/---
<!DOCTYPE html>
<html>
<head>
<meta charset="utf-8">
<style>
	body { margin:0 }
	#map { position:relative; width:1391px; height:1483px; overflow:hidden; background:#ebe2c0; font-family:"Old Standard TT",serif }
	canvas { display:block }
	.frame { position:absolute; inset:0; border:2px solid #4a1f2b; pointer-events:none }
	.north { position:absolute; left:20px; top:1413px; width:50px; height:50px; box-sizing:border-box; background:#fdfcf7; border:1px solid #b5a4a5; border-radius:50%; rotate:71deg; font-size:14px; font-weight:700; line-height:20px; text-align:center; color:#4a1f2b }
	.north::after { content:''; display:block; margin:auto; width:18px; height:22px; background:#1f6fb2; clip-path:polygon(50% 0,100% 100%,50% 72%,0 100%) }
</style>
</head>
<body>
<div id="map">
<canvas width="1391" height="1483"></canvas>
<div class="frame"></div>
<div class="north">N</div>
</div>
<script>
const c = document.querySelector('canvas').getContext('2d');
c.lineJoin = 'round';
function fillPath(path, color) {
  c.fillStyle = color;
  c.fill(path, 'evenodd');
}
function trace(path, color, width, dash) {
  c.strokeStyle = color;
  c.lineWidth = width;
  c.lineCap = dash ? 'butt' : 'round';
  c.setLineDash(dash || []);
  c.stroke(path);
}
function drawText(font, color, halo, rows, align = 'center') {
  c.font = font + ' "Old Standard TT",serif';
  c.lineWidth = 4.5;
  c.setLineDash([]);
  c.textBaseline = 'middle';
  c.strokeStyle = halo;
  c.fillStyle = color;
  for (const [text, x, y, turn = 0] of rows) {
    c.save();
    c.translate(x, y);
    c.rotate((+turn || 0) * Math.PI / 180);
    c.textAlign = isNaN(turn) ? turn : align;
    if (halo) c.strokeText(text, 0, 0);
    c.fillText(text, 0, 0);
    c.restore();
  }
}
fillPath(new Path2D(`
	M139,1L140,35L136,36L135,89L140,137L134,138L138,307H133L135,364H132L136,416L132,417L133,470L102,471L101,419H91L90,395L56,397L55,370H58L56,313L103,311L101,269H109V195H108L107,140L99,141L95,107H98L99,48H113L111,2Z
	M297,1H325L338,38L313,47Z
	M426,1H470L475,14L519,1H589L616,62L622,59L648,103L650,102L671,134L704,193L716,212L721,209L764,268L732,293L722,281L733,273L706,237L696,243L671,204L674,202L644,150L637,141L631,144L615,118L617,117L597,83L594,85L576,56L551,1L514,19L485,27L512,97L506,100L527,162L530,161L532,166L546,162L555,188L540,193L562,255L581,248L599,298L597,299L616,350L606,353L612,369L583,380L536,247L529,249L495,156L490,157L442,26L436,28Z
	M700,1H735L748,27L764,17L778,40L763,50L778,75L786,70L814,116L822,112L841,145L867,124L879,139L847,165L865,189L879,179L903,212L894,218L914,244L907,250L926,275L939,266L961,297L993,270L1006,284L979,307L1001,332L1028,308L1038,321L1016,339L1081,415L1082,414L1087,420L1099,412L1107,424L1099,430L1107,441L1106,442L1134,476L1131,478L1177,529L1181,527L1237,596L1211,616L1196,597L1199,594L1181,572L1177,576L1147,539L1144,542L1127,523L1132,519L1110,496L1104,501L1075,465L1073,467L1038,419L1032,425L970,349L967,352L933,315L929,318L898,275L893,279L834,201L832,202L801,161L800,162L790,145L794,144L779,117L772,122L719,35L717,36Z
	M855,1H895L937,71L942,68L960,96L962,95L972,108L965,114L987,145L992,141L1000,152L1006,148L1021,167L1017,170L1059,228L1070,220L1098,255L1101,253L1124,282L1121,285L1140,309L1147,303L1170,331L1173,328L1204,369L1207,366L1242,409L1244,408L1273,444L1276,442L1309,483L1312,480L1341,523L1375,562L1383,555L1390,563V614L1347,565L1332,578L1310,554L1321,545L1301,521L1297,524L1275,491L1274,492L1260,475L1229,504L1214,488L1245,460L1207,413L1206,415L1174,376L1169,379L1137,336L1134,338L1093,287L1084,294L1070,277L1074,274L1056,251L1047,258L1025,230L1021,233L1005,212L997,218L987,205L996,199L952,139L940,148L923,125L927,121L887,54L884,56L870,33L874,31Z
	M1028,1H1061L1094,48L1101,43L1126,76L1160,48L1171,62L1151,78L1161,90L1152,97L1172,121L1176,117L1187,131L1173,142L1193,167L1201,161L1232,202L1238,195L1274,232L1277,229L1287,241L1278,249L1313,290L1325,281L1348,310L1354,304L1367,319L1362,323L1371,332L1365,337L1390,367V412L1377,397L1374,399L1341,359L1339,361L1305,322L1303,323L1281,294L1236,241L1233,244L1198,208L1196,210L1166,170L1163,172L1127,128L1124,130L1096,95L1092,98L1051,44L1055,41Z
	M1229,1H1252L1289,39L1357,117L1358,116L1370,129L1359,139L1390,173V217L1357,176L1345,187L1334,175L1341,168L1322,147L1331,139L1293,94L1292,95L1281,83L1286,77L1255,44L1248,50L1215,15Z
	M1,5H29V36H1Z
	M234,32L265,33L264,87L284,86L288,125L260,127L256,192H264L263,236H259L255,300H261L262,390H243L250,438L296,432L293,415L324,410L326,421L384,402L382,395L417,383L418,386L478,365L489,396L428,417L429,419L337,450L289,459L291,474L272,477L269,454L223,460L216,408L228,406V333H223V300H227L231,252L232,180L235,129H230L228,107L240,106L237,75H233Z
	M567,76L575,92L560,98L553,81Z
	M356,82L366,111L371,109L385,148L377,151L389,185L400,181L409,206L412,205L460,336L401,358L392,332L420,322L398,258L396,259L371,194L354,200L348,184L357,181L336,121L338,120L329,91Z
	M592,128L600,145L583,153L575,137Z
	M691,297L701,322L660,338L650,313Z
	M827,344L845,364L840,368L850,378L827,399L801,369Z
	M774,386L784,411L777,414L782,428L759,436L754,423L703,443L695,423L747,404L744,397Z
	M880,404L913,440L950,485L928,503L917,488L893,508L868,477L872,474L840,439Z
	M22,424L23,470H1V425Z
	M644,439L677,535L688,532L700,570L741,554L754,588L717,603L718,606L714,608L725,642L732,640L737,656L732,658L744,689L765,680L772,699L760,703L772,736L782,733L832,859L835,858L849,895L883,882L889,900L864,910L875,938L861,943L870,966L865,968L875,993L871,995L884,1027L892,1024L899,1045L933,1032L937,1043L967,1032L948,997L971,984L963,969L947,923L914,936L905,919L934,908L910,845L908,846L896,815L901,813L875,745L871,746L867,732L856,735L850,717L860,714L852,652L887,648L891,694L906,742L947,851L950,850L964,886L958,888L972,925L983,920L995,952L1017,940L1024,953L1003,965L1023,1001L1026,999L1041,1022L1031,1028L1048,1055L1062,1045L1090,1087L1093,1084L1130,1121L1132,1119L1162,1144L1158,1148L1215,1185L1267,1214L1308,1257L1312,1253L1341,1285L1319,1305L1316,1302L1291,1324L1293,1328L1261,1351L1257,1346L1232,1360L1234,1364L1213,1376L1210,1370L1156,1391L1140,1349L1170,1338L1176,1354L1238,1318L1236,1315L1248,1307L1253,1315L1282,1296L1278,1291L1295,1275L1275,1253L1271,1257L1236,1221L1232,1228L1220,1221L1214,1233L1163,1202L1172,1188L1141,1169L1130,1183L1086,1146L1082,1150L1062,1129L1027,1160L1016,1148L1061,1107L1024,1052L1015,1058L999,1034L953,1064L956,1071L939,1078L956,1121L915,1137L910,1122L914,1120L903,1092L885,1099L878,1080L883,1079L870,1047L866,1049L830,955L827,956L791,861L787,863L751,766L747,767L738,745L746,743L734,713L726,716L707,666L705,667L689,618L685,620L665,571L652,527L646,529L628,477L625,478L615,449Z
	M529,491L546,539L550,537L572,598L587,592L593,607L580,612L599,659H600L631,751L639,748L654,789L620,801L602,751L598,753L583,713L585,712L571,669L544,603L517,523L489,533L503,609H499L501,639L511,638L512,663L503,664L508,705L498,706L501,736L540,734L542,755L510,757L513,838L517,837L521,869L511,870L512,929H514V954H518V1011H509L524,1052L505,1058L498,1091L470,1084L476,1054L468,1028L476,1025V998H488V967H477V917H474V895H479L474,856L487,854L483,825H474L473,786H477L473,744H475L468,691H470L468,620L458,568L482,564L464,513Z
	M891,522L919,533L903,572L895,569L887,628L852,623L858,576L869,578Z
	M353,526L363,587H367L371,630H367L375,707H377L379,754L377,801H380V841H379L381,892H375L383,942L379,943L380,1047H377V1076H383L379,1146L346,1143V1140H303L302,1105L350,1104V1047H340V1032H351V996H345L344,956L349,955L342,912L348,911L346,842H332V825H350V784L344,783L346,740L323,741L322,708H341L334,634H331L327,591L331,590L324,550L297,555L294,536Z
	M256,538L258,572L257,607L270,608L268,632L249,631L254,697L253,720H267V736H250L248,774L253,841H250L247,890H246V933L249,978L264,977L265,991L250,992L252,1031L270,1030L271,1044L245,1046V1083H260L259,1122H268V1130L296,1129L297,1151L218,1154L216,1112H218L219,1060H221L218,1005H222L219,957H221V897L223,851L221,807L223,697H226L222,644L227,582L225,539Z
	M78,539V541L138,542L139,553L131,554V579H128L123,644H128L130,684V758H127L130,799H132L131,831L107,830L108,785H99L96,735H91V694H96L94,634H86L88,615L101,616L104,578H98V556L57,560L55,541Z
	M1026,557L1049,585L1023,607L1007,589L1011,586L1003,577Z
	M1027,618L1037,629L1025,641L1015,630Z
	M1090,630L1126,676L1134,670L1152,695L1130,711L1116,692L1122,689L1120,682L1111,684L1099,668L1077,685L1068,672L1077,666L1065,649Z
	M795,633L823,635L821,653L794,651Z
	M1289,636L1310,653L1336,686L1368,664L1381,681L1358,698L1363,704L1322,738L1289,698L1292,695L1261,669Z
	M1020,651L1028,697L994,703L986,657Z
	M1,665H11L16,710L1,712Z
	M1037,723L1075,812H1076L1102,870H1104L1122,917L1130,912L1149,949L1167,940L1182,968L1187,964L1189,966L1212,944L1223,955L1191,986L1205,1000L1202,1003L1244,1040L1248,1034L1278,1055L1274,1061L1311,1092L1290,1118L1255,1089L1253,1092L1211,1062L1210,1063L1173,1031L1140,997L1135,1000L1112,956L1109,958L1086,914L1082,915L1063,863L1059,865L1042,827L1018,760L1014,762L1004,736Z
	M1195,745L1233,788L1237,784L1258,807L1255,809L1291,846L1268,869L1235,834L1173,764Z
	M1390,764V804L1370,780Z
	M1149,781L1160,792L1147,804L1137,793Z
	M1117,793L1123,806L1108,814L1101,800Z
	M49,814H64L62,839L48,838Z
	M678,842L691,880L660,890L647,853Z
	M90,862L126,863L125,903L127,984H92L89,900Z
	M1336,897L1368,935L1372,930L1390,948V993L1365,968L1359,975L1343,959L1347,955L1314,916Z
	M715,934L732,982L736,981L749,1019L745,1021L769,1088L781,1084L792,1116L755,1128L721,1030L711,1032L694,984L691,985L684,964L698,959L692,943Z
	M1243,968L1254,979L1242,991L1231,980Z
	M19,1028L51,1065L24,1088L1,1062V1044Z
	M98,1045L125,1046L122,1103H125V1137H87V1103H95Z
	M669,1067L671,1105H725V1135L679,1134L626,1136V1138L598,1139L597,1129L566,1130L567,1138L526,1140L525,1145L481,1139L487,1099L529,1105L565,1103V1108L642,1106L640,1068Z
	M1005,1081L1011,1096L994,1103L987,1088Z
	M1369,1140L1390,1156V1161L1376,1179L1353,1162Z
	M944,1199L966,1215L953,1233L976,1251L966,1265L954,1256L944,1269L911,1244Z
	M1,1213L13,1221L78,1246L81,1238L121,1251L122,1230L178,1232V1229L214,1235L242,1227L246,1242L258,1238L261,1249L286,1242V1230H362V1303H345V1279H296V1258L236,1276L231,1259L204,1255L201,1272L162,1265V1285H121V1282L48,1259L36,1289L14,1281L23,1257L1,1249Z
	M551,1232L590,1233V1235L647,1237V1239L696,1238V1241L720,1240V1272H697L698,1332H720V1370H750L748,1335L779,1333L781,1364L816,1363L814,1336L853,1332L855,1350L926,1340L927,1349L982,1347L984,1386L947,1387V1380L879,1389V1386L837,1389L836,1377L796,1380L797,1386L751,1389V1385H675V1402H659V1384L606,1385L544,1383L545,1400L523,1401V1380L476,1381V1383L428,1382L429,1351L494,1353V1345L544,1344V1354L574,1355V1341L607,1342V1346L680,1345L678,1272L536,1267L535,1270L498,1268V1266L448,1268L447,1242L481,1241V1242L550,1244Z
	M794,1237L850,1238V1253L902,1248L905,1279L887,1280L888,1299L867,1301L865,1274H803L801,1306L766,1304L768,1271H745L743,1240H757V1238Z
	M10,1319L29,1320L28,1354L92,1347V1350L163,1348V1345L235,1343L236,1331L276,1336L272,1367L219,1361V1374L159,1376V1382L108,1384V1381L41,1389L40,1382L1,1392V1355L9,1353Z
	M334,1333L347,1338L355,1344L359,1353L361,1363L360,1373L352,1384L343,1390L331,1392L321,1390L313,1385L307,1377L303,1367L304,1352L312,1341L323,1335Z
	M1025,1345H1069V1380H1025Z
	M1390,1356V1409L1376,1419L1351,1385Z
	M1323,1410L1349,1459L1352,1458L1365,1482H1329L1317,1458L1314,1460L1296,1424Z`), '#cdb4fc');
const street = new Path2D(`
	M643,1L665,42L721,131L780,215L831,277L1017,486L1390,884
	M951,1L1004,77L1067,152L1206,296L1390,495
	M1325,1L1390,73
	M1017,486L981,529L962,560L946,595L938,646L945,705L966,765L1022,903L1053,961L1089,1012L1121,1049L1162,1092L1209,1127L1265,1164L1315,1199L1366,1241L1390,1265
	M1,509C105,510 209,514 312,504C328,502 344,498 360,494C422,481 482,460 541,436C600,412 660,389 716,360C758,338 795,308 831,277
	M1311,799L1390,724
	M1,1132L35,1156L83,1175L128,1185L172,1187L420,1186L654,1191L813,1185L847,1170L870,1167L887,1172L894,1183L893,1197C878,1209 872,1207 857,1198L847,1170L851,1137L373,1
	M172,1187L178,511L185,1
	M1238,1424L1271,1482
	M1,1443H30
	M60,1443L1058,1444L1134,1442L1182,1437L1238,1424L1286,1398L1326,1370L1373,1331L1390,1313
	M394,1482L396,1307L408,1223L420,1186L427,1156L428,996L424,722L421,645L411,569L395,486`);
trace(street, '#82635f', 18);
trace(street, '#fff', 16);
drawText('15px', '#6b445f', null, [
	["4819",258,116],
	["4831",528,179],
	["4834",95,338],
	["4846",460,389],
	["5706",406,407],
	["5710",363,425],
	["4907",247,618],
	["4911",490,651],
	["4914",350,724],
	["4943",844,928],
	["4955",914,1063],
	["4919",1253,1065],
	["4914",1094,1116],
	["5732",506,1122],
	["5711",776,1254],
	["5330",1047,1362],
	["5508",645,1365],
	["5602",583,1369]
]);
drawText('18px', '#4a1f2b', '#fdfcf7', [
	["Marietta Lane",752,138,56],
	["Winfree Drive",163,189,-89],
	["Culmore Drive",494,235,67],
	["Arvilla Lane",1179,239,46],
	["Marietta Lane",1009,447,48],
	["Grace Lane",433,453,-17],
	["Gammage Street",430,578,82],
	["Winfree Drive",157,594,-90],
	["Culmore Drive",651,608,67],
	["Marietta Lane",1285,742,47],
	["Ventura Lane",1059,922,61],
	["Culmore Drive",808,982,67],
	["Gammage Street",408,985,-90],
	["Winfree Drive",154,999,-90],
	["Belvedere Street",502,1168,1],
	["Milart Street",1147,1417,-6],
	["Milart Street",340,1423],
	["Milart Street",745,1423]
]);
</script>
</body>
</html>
\---
Your goal: Set the lines down exactly, from the first line of the records to the line where "function drawText(font, color, halo, rows, align" appears, with both ends kept.

Final answer:
<!DOCTYPE html>
<html>
<head>
<meta charset="utf-8">
<style>
	body { margin:0 }
	#map { position:relative; width:1391px; height:1483px; overflow:hidden; background:#ebe2c0; font-family:"Old Standard TT",serif }
	canvas { display:block }
	.frame { position:absolute; inset:0; border:2px solid #4a1f2b; pointer-events:none }
	.north { position:absolute; left:20px; top:1413px; width:50px; height:50px; box-sizing:border-box; background:#fdfcf7; border:1px solid #b5a4a5; border-radius:50%; rotate:71deg; font-size:14px; font-weight:700; line-height:20px; text-align:center; color:#4a1f2b }
	.north::after { content:''; display:block; margin:auto; width:18px; height:22px; background:#1f6fb2; clip-path:polygon(50% 0,100% 100%,50% 72%,0 100%) }
</style>
</head>
<body>
<div id="map">
<canvas width="1391" height="1483"></canvas>
<div class="frame"></div>
<div class="north">N</div>
</div>
<script>
const c = document.querySelector('canvas').getContext('2d');
c.lineJoin = 'round';
function fillPath(path, color) {
  c.fillStyle = color;
  c.fill(path, 'evenodd');
}
function trace(path, color, width, dash) {
  c.strokeStyle = color;
  c.lineWidth = width;
  c.lineCap = dash ? 'butt' : 'round';
  c.setLineDash(dash || []);
  c.stroke(path);
}
function drawText(font, color, halo, rows, align = 'center') {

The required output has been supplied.